Post

Online Learning Crash Course – Part 4: Mirror Descent & Geometry

Exploring Online Mirror Descent (OMD), its use of Bregman divergences for non-Euclidean geometries, and its relationship to OGD and FTRL.

Online Learning Crash Course – Part 4: Mirror Descent & Geometry

In previous modules, we explored Online Gradient Descent (OGD) and Follow-The-Regularized-Leader (FTRL). OGD implicitly operates in Euclidean space. We now introduce Online Mirror Descent (OMD), a powerful generalization that allows us to leverage non-Euclidean geometries tailored to the structure of the decision set \(\mathcal{X}\).

1. Road-map at a Glance

We are currently at Module 4: Mirror Descent & Geometry.

flowchart TD
    C0("Setting & Motivation") --> C1["Regret & Benchmarks"]
    C1 --> C2["Gradient-based Algorithms (OGD)"]
    C2 --> C3["Regularization: FTRL"]
    C3 --> C4["Mirror Descent & Geometry"]
    C4 --> C5["Adaptivity (AdaGrad et al.)"]
    C5 --> C6["Online-to-Batch Conversions"]
    C6 --> C7["Beyond Convexity (Teaser)"]
    C7 --> C8["Summary & Practical Guidance"]
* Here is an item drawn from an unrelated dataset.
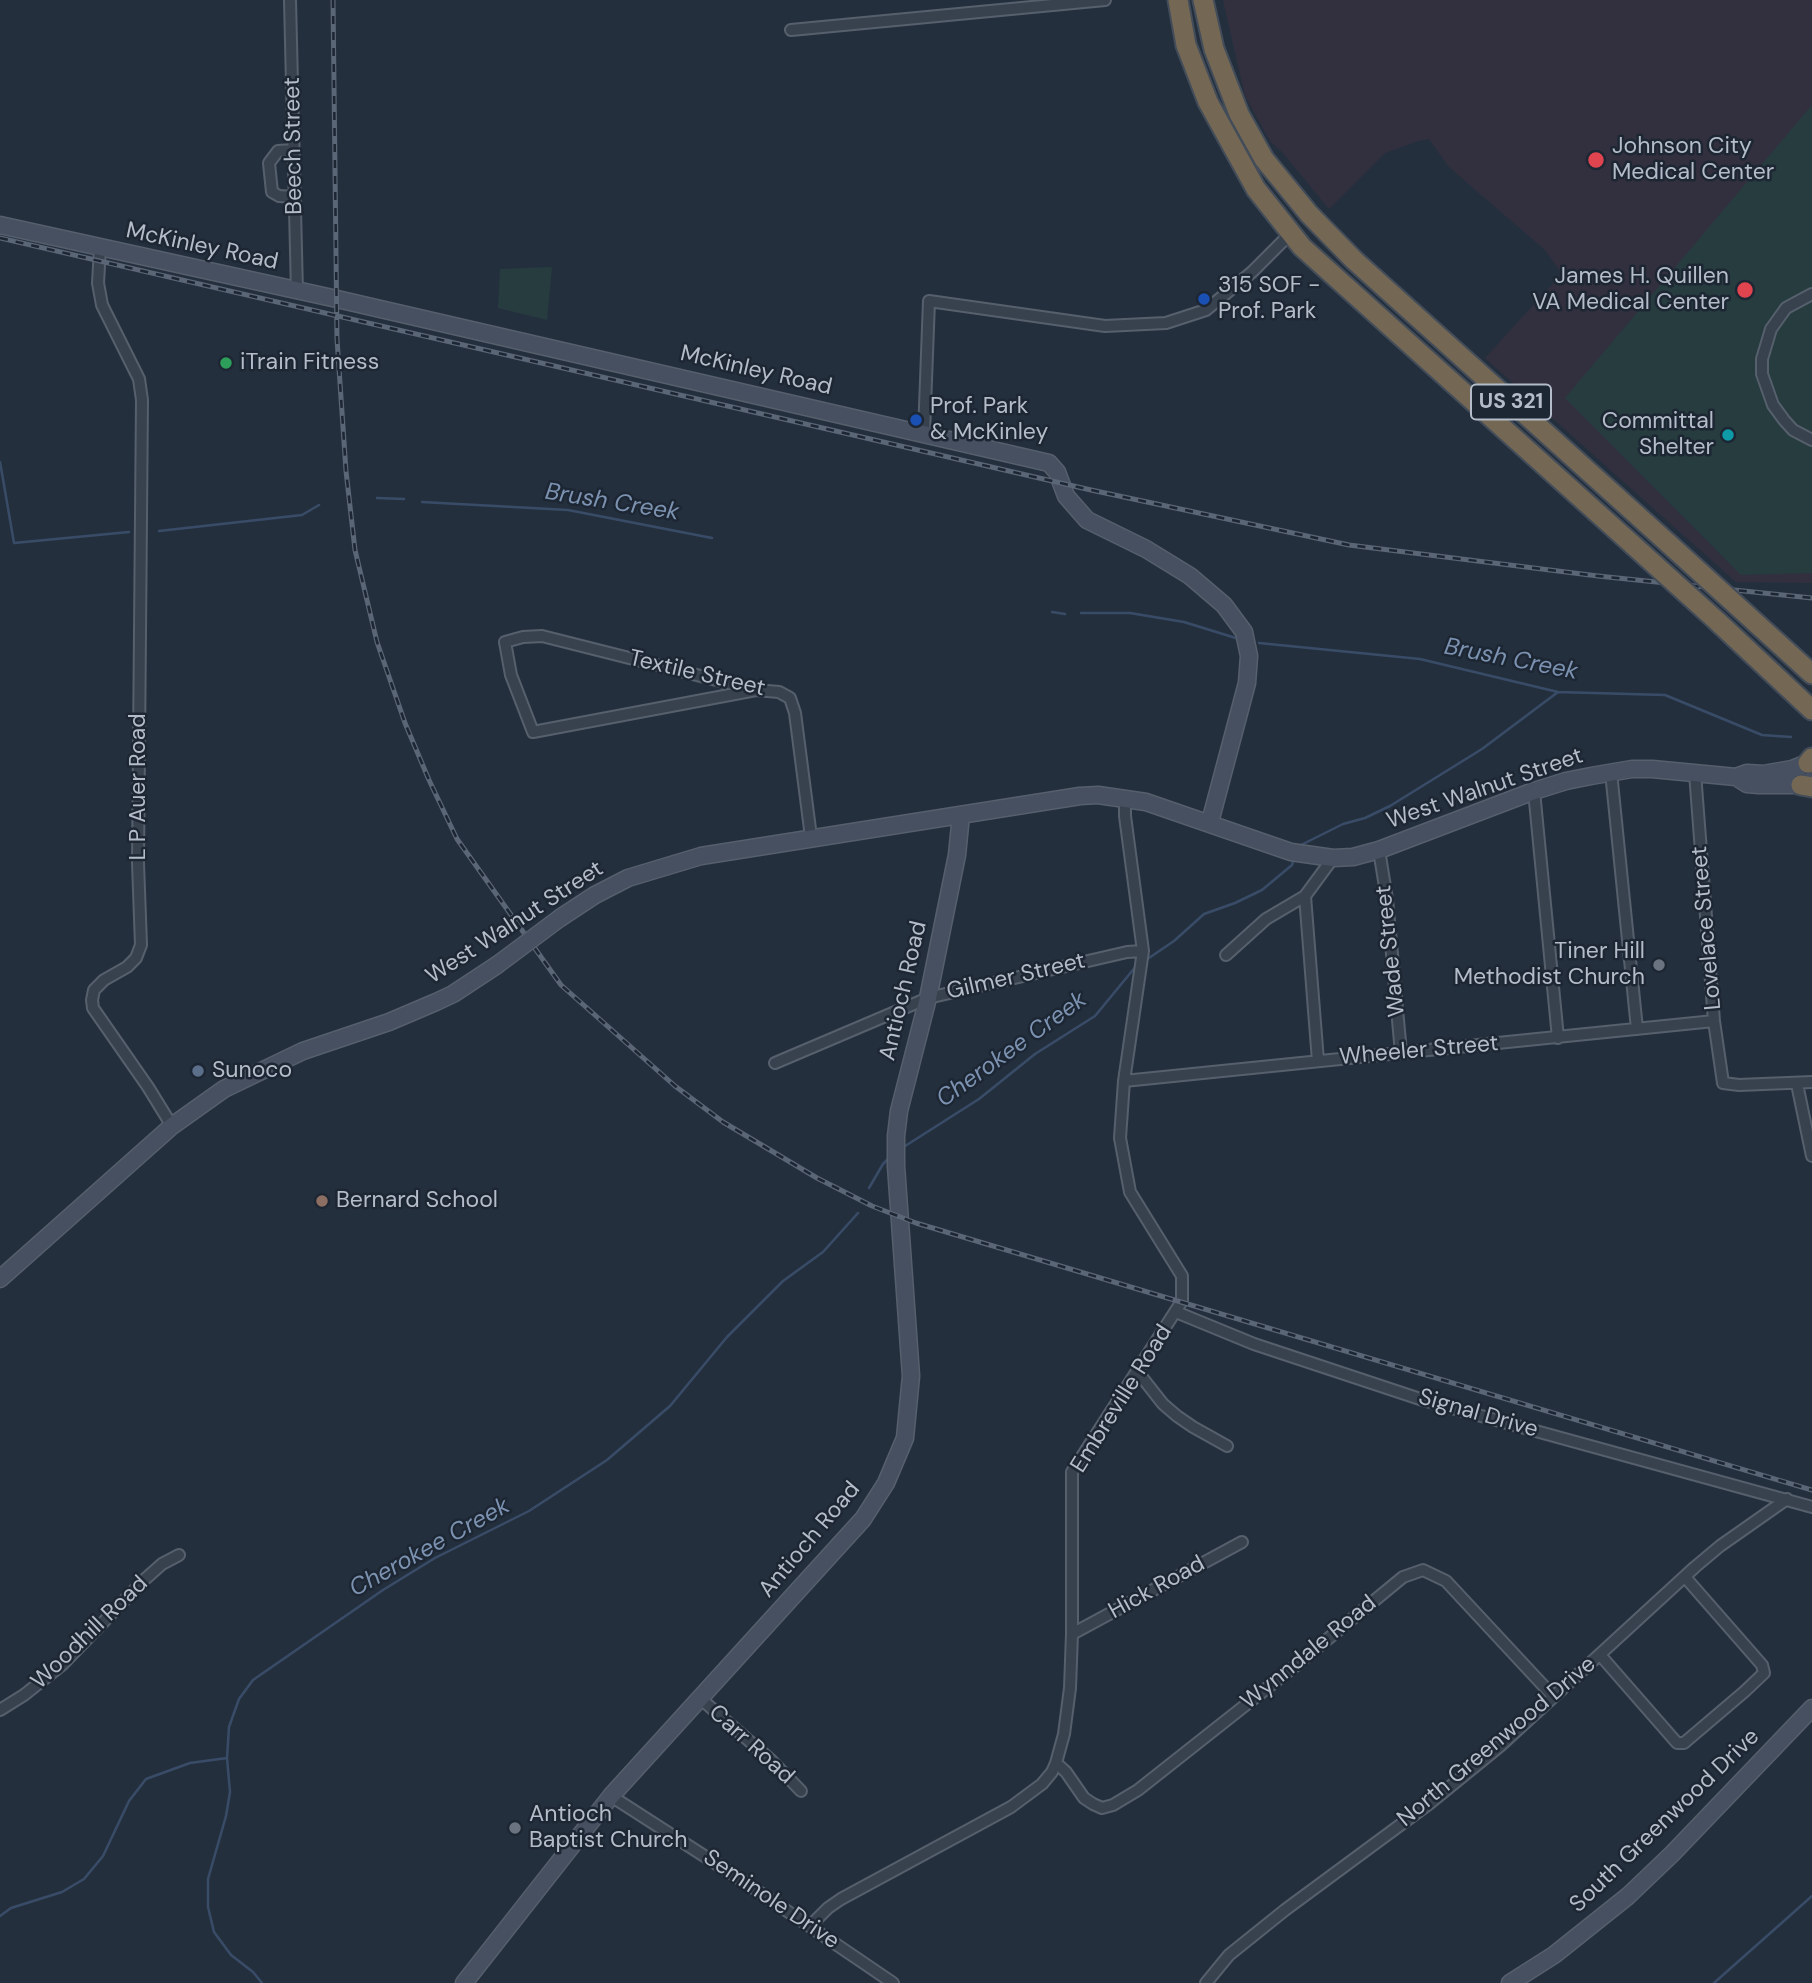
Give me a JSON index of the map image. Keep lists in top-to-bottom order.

    style C4 fill:#E0BBE4,color:#000,stroke:#333,stroke-width:2px % Highlight current module

Navigational Tip. This flowchart will appear in each post, with the current module highlighted, to orient you within the crash course.

2. Module 4: Mirror Descent & Geometry

Motivation: Beyond Euclidean Geometry

Online Gradient Descent (OGD) performs updates of the form \(x_{t+1} = \Pi_{\mathcal{X}}(x_t - \eta_t g_t)\). This update can be viewed as solving:

\[x_{t+1} = \arg\min_{x \in \mathcal{X}} \left( \langle g_t, x \rangle + \frac{1}{2\eta_t} \Vert x - x_t \Vert_2^2 \right)\]
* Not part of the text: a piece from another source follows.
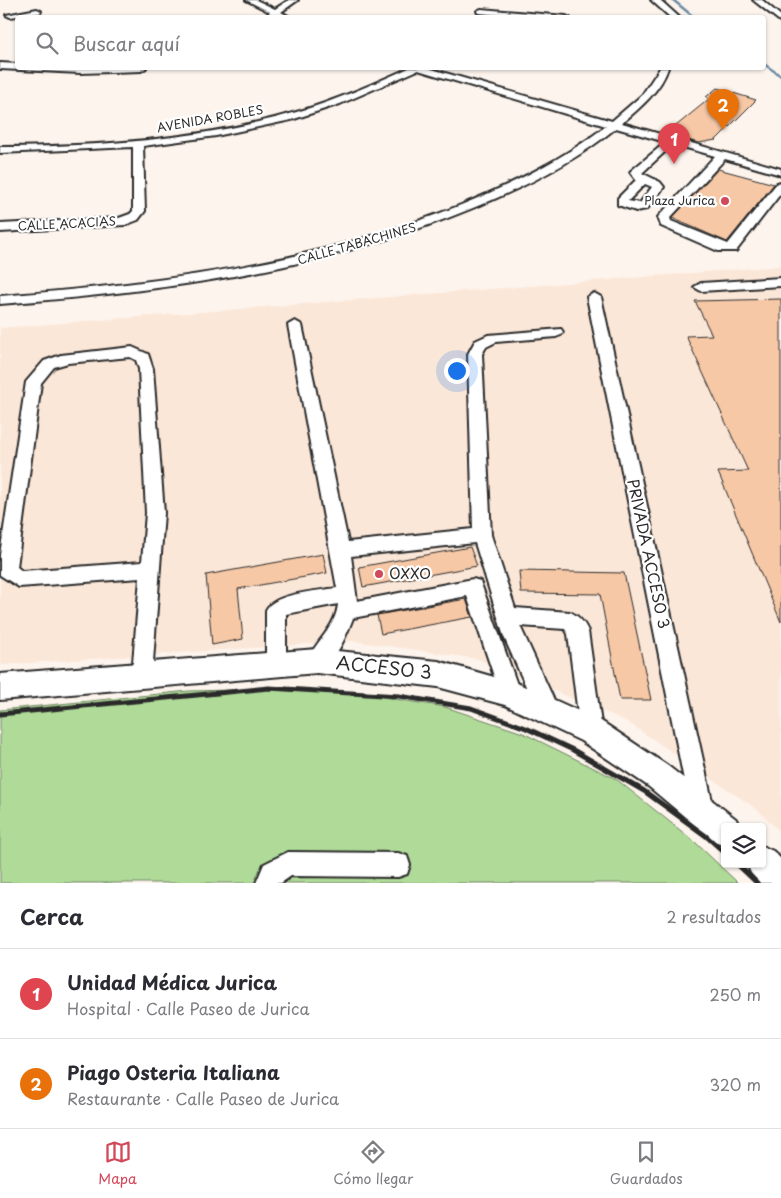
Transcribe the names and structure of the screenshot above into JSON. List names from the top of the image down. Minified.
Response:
{"streets":{"main road":["ACCESO 3"],"street":["AVENIDA ROBLES","CALLE ACACIAS","CALLE TABACHINES","PRIVADA ACCESO 3"]},"crossings":[["AVENIDA ROBLES","CALLE ACACIAS"],["PRIVADA ACCESO 3","ACCESO 3"]],"places":["Plaza Jurica","OXXO"],"page":{"search":"Buscar aquí","pins":["2","1"],"heading":["Cerca","2 resultados"],"list":[{"mark":"1","name":"Unidad Médica Jurica","note":"Hospital · Calle Paseo de Jurica","value":"250 m"},{"mark":"2","name":"Piago Osteria Italiana","note":"Restaurante · Calle Paseo de Jurica","value":"320 m"}],"nav":["Mapa","Cómo llegar","Guardados"]}}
The term \(\frac{1}{2\eta_t} \Vert x - x_t \Vert_2^2\) keeps the new iterate \(x_{t+1}\) close to the previous iterate \(x_t\) in terms of squared Euclidean distance.

However, Euclidean geometry is not always the most natural fit for the decision set \(\mathcal{X}\). For example:

  • If \(\mathcal{X}\) is the probability simplex (\(\Delta_d = \{x \in \mathbb{R}^d : x_i \ge 0, \sum x_i = 1\}\)), Euclidean projections can be computationally non-trivial and may not respect the inherent multiplicative structure of probabilities.
  • For problems involving matrices or other structured objects, different notions of distance or “closeness” might be more appropriate.
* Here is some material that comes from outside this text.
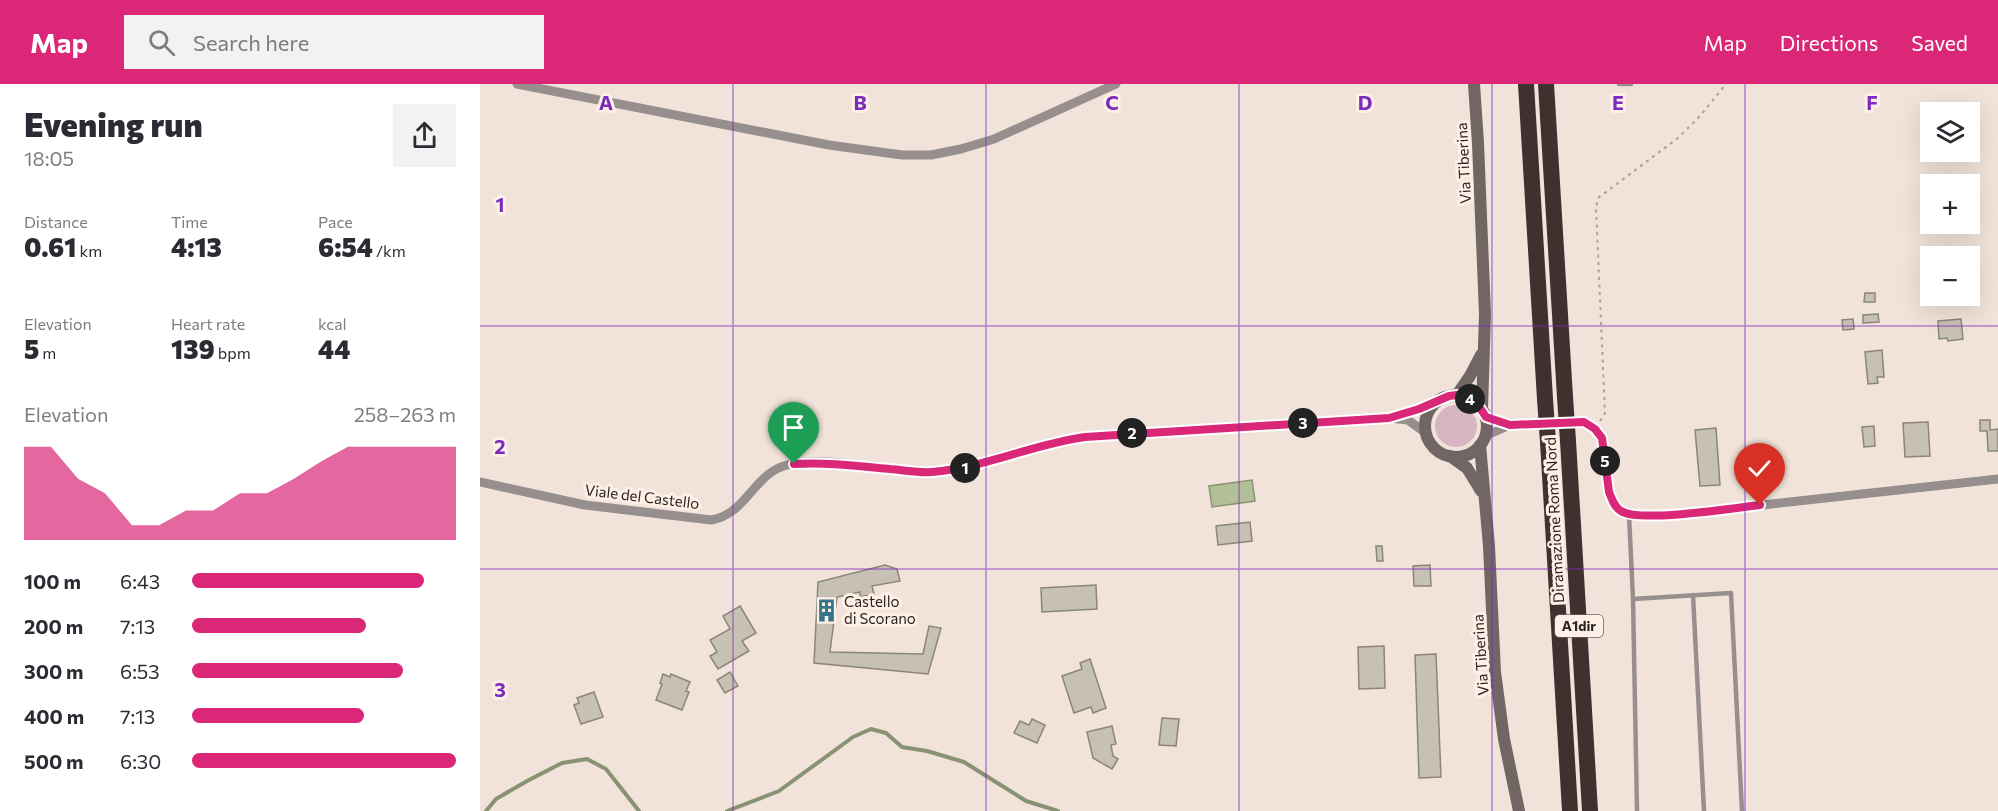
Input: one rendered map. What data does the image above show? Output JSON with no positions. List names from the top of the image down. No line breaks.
{"streets":{"highway":["Diramazione Roma Nord","A1dir"],"main road":["Via Tiberina"],"street":["Viale del Castello"]},"places":{"building":["Castello di Scorano"]},"page":{"header":"Map","search":"Search here","nav":["Map","Directions","Saved"],"heading":["Evening run","18:05"],"map_buttons":["+","−"],"stats":[["Distance","0.61 km"],["Time","4:13"],["Pace","6:54 /km"],["Elevation","5 m"],["Heart rate","139 bpm"],["kcal","44"]],"pins":["4","3","2","5","1"],"chart":["Elevation","258–263 m"],"list":[{"name":"100 m","note":"6:43"},{"name":"200 m","note":"7:13"},{"name":"300 m","note":"6:53"},{"name":"400 m","note":"7:13"},{"name":"500 m","note":"6:30"}]},"grid":{"columns":["A","B","C","D","E","F"],"rows":["1","2","3"]}}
Online Mirror Descent (OMD) addresses this by replacing the squared Euclidean distance with a more general Bregman divergence, induced by a mirror map (or potential function).

Core Components of Mirror Descent

  1. Mirror Map (Potential Function \(\psi\)): A continuously differentiable function \(\psi: \mathcal{X} \to \mathbb{R}\) that is \(\sigma\)-strongly convex with respect to some norm \(\Vert \cdot \Vert_{\psi}\) (often the L1 or L2 norm). The choice of \(\psi\) defines the geometry we operate in.

  2. Bregman Divergence (\(D_\psi\)): Associated with a mirror map \(\psi\), the Bregman divergence \(D_\psi(x, y)\) measures a form of “distance” between points \(x, y \in \text{int}(\text{dom}(\psi))\):

    Definition. Bregman Divergence

    For a differentiable convex function \(\psi\), the Bregman divergence \(D_\psi : \text{dom}(\psi) \times \text{int}(\text{dom}(\psi)) \to \mathbb{R}_{\ge 0}\) is defined as:

    \[D_\psi(x, y) = \psi(x) - \psi(y) - \langle \nabla \psi(y), x - y \rangle\]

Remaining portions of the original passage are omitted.